*TASK TO COMPLETE*: In the data that follows, how many lines contain the word "block"? Give only that number.
Segment Open
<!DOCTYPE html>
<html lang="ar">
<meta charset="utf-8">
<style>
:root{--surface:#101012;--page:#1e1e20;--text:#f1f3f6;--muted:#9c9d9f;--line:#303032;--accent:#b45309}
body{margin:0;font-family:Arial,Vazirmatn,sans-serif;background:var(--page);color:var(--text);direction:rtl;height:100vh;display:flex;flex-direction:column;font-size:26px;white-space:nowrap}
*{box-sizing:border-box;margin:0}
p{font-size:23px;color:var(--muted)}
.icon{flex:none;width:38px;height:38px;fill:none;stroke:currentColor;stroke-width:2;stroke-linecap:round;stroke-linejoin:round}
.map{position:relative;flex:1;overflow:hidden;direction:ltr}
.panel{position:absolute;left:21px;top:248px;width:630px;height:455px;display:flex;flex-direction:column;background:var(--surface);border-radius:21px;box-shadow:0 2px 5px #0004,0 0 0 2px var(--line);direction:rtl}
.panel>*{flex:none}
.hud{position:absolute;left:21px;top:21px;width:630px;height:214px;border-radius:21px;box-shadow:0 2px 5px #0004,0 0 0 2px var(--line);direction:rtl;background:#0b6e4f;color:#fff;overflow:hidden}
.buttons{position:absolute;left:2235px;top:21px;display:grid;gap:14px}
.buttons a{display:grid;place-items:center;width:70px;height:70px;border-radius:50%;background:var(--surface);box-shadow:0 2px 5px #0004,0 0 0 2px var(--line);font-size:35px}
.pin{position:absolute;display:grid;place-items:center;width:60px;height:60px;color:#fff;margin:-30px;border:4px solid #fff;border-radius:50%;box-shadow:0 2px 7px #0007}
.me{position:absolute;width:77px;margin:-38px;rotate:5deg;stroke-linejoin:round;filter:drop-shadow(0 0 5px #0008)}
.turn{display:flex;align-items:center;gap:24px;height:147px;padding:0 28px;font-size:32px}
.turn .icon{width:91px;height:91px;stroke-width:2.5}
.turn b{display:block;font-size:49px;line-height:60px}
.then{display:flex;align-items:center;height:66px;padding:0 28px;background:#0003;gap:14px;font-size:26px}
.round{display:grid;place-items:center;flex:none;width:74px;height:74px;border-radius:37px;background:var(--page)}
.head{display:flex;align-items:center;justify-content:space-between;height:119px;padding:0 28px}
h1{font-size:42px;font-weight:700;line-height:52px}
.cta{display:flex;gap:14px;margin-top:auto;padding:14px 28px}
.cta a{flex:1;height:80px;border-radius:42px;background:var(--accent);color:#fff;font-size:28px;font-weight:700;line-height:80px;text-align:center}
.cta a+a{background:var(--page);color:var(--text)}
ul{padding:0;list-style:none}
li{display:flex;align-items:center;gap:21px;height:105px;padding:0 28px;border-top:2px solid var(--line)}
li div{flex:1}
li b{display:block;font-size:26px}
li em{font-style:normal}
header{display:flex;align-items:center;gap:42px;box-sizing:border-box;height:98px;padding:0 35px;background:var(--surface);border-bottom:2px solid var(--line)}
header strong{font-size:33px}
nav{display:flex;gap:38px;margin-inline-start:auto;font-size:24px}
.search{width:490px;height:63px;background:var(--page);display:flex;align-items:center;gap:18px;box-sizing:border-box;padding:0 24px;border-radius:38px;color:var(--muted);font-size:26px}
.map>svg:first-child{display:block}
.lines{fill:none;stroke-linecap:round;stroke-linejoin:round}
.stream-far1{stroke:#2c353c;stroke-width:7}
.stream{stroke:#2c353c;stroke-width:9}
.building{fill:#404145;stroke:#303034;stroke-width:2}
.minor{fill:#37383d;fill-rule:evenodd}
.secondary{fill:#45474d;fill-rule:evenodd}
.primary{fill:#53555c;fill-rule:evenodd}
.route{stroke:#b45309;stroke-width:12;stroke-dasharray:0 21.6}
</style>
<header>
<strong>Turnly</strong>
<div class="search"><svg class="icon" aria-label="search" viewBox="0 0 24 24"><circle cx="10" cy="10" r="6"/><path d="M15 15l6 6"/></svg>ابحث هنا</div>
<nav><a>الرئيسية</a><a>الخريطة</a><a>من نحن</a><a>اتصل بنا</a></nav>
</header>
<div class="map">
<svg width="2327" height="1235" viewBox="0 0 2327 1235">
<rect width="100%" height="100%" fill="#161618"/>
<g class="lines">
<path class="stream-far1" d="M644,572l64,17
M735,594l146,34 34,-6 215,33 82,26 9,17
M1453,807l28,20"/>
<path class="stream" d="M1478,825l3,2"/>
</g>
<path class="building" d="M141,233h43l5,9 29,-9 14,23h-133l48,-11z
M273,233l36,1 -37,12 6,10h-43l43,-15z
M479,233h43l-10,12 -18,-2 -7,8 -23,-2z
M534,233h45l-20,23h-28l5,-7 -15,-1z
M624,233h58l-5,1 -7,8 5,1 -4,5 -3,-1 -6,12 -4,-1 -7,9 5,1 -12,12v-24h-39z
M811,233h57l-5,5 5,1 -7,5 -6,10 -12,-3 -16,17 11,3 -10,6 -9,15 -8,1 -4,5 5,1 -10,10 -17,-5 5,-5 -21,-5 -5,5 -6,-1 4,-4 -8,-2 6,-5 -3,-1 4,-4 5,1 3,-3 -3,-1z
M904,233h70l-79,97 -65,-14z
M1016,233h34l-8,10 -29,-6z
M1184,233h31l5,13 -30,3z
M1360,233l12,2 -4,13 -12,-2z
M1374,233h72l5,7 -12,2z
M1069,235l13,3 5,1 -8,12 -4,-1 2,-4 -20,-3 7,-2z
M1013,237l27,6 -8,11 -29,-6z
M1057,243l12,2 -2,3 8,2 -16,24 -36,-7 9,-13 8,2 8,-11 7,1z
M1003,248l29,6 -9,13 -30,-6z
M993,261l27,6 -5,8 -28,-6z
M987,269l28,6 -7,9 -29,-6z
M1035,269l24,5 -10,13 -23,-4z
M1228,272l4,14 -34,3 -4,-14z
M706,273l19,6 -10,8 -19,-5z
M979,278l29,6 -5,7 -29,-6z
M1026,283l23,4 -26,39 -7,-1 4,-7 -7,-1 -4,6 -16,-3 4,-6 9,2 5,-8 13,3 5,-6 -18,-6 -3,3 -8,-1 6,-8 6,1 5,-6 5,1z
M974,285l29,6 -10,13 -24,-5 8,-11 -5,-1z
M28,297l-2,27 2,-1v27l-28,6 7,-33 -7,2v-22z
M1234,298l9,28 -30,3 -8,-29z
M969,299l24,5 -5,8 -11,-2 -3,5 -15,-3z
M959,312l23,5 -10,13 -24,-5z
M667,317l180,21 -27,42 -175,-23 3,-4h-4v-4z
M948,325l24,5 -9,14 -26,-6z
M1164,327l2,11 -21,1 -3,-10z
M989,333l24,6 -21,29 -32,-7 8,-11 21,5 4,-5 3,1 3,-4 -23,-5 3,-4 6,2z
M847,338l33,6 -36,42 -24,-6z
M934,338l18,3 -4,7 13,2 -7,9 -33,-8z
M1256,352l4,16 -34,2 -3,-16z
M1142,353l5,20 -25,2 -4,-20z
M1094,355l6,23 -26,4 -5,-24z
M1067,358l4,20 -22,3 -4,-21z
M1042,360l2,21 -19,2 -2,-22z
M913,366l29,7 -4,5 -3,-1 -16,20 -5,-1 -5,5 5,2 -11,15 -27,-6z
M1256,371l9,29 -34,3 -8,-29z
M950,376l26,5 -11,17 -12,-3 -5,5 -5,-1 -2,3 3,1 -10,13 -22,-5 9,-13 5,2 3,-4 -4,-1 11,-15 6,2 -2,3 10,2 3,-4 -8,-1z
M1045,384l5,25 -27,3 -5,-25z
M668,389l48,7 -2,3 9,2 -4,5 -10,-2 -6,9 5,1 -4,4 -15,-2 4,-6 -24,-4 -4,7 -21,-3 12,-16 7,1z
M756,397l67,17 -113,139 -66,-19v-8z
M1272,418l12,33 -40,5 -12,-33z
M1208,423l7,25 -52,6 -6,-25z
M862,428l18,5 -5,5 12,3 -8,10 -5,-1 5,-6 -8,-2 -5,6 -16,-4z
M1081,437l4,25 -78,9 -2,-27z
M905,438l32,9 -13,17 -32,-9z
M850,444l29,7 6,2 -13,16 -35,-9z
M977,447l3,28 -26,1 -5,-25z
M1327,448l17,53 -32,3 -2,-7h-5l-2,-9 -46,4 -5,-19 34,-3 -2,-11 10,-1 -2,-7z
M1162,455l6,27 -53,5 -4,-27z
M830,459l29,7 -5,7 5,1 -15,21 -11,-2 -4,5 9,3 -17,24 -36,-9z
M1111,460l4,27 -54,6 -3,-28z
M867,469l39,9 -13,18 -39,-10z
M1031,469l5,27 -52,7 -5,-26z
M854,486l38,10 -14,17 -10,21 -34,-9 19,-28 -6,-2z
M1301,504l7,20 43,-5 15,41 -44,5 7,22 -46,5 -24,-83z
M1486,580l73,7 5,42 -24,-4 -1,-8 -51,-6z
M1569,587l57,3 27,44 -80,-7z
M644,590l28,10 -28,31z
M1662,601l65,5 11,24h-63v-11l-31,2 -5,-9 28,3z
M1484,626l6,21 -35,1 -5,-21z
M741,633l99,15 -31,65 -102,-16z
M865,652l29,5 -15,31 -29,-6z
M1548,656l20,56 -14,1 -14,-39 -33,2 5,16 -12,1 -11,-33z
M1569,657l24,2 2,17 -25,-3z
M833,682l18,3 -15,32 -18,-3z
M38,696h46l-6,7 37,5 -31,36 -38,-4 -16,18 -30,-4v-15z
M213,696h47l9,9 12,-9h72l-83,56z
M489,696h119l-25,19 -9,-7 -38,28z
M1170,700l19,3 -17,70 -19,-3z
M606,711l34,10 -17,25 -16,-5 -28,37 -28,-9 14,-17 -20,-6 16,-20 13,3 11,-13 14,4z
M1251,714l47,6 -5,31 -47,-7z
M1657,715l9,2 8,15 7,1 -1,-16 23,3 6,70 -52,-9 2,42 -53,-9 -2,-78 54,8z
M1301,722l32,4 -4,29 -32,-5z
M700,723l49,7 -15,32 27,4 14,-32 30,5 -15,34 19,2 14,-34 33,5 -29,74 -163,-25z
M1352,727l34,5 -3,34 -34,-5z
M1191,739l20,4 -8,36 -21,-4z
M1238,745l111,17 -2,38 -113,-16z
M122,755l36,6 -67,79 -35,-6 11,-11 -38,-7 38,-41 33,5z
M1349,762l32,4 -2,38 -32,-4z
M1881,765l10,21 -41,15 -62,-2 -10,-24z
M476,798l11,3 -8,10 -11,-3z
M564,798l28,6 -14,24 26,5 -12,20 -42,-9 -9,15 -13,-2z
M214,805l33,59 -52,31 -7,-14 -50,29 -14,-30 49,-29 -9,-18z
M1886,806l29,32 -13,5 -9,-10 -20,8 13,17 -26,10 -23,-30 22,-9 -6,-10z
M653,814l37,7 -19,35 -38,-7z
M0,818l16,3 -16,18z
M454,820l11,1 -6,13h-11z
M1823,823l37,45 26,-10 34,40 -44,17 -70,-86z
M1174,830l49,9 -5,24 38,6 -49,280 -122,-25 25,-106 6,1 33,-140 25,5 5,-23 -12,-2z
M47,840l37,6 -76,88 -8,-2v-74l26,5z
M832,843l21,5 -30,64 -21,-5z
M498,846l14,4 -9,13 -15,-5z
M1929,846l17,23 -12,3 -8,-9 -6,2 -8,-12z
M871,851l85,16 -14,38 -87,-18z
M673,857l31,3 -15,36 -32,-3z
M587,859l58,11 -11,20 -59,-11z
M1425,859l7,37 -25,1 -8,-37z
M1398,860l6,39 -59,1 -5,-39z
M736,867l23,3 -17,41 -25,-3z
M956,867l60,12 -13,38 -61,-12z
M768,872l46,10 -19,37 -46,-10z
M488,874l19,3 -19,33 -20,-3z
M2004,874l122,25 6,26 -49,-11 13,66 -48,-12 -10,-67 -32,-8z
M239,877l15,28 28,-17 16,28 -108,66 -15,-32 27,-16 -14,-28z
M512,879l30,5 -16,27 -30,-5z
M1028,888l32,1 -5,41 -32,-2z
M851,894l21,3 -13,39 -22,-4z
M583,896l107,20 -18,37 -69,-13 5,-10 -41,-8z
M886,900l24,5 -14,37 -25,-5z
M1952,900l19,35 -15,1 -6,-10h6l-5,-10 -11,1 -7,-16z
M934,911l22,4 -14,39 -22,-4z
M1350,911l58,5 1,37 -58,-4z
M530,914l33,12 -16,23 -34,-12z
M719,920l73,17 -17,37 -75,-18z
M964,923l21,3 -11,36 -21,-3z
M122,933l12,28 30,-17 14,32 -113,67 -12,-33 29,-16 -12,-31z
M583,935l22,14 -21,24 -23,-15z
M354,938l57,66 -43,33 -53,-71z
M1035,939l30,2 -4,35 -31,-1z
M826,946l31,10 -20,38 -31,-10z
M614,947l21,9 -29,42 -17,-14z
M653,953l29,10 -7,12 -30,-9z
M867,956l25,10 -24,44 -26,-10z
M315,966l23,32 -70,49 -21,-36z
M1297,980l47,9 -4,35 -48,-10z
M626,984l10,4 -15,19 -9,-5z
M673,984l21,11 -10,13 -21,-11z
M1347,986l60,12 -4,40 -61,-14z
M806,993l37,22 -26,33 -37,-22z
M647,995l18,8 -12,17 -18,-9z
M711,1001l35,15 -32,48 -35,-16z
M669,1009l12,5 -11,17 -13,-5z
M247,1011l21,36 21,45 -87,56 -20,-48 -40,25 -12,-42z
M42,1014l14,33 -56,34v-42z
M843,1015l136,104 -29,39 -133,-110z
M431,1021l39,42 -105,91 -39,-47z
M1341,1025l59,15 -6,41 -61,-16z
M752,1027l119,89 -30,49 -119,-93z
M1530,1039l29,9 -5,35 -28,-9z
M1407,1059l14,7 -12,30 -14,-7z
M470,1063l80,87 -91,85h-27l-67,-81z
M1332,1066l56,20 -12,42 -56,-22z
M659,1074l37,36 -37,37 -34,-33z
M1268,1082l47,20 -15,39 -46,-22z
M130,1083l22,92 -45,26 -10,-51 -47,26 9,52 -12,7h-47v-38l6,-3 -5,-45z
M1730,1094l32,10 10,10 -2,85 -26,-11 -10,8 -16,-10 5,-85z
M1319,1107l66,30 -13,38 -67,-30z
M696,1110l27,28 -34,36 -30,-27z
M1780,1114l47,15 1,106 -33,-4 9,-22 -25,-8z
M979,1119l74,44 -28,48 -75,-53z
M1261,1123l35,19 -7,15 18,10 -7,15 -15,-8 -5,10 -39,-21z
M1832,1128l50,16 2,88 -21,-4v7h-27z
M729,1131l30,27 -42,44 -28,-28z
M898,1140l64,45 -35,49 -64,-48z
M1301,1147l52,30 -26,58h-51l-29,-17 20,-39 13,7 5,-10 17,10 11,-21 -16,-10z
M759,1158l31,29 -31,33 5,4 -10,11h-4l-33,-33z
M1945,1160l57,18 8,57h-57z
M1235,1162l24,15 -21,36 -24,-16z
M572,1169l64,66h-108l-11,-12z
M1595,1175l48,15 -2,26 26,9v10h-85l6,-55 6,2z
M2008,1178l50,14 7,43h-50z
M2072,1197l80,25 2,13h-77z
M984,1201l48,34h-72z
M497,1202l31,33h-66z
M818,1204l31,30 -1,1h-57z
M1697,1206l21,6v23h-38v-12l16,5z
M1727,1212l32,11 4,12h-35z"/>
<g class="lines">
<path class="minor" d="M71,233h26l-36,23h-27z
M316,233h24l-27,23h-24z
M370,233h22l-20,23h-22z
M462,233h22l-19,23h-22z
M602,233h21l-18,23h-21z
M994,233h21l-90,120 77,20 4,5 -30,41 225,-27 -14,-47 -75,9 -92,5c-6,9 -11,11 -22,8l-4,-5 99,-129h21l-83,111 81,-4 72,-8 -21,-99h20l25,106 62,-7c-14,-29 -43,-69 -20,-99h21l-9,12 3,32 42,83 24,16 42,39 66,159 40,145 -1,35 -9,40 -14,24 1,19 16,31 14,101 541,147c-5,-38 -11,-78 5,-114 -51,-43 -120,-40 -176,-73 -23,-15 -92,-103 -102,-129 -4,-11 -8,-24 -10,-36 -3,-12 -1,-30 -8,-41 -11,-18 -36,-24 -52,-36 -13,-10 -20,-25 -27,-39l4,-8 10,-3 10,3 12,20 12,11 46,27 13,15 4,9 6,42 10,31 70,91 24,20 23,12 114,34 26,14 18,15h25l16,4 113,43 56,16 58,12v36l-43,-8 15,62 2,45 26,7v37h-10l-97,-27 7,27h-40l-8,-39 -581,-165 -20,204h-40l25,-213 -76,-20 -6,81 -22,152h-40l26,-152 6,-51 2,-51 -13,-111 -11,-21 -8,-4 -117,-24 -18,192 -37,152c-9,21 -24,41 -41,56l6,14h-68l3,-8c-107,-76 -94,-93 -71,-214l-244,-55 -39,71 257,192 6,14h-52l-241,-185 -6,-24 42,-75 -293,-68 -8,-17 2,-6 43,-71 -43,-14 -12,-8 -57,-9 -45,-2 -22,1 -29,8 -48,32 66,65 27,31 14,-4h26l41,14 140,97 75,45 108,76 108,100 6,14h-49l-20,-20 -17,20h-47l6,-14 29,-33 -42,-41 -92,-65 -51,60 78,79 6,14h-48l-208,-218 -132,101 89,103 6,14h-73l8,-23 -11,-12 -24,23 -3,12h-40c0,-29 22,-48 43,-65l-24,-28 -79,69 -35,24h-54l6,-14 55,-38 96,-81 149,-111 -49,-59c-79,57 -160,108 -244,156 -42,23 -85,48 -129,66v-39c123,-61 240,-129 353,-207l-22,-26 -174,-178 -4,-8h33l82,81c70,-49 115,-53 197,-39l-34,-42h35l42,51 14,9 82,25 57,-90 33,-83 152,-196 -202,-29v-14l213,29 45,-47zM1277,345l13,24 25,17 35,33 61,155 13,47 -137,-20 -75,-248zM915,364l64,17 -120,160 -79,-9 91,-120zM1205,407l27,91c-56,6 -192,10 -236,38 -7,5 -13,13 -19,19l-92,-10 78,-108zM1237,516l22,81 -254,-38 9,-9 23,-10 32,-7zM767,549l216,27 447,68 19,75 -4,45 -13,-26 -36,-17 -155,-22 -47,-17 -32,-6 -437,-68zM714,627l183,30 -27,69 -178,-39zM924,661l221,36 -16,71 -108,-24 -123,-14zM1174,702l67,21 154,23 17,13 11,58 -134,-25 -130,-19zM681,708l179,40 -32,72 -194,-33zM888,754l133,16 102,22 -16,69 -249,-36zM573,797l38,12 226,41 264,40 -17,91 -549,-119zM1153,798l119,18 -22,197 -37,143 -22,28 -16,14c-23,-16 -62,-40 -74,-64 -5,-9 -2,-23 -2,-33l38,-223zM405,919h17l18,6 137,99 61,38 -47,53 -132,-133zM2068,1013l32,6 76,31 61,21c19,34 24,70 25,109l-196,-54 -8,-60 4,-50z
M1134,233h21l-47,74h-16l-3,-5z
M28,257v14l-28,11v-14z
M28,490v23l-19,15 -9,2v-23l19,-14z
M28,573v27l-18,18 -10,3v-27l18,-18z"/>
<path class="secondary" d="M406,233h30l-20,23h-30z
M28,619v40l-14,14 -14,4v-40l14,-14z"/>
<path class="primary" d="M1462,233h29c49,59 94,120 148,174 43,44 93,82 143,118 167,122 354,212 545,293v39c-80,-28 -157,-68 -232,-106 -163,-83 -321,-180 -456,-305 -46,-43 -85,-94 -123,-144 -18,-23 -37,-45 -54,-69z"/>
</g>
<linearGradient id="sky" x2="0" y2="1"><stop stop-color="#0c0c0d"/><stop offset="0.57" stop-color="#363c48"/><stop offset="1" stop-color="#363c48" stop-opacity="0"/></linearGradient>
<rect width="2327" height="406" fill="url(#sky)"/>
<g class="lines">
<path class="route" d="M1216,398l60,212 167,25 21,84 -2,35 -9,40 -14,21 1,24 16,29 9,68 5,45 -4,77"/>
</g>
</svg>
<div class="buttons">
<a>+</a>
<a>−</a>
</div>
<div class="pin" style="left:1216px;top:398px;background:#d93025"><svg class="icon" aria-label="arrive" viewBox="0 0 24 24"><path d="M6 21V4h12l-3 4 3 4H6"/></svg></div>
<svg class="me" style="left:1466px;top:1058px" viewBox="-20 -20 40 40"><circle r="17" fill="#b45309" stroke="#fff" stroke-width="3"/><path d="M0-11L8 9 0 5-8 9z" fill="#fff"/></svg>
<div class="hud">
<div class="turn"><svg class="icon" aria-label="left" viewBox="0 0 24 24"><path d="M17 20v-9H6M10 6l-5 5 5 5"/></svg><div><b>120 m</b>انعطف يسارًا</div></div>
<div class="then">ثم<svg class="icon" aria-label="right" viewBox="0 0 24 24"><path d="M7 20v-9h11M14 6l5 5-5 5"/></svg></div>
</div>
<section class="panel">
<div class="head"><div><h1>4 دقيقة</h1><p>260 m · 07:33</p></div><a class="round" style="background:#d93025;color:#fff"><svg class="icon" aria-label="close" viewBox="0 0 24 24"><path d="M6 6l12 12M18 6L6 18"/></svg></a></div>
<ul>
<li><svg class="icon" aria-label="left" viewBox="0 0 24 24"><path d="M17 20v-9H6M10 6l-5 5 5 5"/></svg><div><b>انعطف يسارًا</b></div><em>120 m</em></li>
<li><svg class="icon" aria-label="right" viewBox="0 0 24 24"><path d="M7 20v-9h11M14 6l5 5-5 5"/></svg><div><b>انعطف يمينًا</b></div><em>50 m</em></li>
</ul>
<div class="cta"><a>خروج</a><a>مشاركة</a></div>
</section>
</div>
Segment Closed
*OUTPUT FOR THIS EXERCISE*: 3